Post-mortem of proxmox 6.5.11-4-pve kernel upgrade with nvidia driver 470.199 with DKMS

On Debian Bookworm, when upgrading the Proxmox kernel using the apt package manager, the process resulted in package installation failures due to NVIDIA driver build issues with DKMS.

Upon attempting to reboot, I encountered difficulties booting into the latest kernel (version 6.5.11-4-pve) due to unsuccessful package configuration.

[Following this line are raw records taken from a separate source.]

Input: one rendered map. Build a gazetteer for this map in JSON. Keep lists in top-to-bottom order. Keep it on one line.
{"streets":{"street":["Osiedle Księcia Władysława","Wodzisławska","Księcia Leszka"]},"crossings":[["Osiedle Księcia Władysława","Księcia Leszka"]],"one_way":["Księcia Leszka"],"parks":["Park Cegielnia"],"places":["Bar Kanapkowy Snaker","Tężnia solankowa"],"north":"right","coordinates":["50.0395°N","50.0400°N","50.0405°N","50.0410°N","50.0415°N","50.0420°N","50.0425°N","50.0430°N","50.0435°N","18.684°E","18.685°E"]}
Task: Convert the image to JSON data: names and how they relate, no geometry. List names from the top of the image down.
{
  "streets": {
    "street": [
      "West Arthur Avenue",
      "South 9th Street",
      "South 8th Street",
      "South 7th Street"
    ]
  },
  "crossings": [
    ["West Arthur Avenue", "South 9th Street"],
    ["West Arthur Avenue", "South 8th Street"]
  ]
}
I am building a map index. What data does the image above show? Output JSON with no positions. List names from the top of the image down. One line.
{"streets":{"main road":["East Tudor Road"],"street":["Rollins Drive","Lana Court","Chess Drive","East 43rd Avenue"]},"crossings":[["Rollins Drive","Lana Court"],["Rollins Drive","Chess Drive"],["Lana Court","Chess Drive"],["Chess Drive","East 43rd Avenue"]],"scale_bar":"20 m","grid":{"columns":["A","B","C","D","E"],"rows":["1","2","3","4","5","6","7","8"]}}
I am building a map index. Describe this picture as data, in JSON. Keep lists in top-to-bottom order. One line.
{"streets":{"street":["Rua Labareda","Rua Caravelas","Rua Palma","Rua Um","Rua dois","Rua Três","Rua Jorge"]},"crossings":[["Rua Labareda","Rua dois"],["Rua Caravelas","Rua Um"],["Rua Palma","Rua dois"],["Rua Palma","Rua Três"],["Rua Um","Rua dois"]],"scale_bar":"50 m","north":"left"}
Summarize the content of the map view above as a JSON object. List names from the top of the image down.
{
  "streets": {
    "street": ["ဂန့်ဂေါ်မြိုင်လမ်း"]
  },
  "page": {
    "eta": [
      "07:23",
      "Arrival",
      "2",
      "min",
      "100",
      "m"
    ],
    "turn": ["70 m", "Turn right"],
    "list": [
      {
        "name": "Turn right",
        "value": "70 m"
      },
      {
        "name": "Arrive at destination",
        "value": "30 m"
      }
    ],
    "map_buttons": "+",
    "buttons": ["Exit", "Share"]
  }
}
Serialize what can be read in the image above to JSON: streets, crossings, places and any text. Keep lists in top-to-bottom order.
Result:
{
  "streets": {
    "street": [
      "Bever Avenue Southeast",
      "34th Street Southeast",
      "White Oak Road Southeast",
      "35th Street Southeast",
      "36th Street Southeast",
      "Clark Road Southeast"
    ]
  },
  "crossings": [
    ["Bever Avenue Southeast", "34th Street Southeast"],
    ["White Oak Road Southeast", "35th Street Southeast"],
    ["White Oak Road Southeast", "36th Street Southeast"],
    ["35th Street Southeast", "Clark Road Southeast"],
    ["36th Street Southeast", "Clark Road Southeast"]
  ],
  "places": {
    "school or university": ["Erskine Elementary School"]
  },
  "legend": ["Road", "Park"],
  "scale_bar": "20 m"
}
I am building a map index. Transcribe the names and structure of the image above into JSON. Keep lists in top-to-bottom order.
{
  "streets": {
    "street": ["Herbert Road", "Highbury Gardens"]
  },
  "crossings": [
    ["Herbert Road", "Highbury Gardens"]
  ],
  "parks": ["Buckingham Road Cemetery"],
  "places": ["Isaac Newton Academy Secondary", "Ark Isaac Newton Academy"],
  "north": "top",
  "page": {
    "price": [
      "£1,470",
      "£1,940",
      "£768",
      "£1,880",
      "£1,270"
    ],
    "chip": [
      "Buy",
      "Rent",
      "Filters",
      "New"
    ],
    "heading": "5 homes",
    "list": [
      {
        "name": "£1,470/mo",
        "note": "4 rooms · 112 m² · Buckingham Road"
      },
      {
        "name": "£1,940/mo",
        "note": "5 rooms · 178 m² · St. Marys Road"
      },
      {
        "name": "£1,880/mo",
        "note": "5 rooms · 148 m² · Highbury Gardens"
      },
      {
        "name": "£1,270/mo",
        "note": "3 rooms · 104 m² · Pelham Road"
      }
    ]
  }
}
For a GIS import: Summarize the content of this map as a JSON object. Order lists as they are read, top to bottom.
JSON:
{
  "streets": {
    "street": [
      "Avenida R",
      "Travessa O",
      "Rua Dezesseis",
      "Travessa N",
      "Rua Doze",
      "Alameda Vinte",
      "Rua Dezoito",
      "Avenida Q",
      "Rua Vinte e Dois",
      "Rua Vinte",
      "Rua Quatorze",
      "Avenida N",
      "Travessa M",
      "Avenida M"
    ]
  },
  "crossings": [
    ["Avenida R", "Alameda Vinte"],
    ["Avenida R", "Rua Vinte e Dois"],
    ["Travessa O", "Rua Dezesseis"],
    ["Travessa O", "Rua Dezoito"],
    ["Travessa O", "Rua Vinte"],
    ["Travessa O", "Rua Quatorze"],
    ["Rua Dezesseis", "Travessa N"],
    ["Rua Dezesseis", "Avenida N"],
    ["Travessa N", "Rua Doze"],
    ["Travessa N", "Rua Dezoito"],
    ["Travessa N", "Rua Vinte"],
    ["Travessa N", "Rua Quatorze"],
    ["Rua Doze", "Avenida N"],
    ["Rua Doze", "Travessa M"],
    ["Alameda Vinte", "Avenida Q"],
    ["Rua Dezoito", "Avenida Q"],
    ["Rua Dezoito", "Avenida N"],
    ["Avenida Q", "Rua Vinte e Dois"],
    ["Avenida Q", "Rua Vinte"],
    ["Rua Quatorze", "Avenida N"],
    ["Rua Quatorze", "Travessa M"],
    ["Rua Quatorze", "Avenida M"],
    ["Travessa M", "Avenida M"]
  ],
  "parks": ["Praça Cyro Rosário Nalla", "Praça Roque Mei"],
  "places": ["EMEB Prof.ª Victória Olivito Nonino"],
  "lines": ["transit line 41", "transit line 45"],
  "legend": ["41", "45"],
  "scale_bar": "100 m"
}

Fortunately, I was able to boot into a previously installed kernel with a version below 6.5.11-4. After conducting some research, I discovered that simplefb had been removed from the initramfs-tools modules.

To resolve the issue, I successfully booted into the 6.5.11-4-pve kernel after adding simplefb to the /etc/initramfs-tools/modules file.

#!/bin/bash

echo "simplefb" >> /etc/initramfs-tools/modules
update-initramfs -u -k all


I then tried to build the Nvidia driver again via DKMS, without success.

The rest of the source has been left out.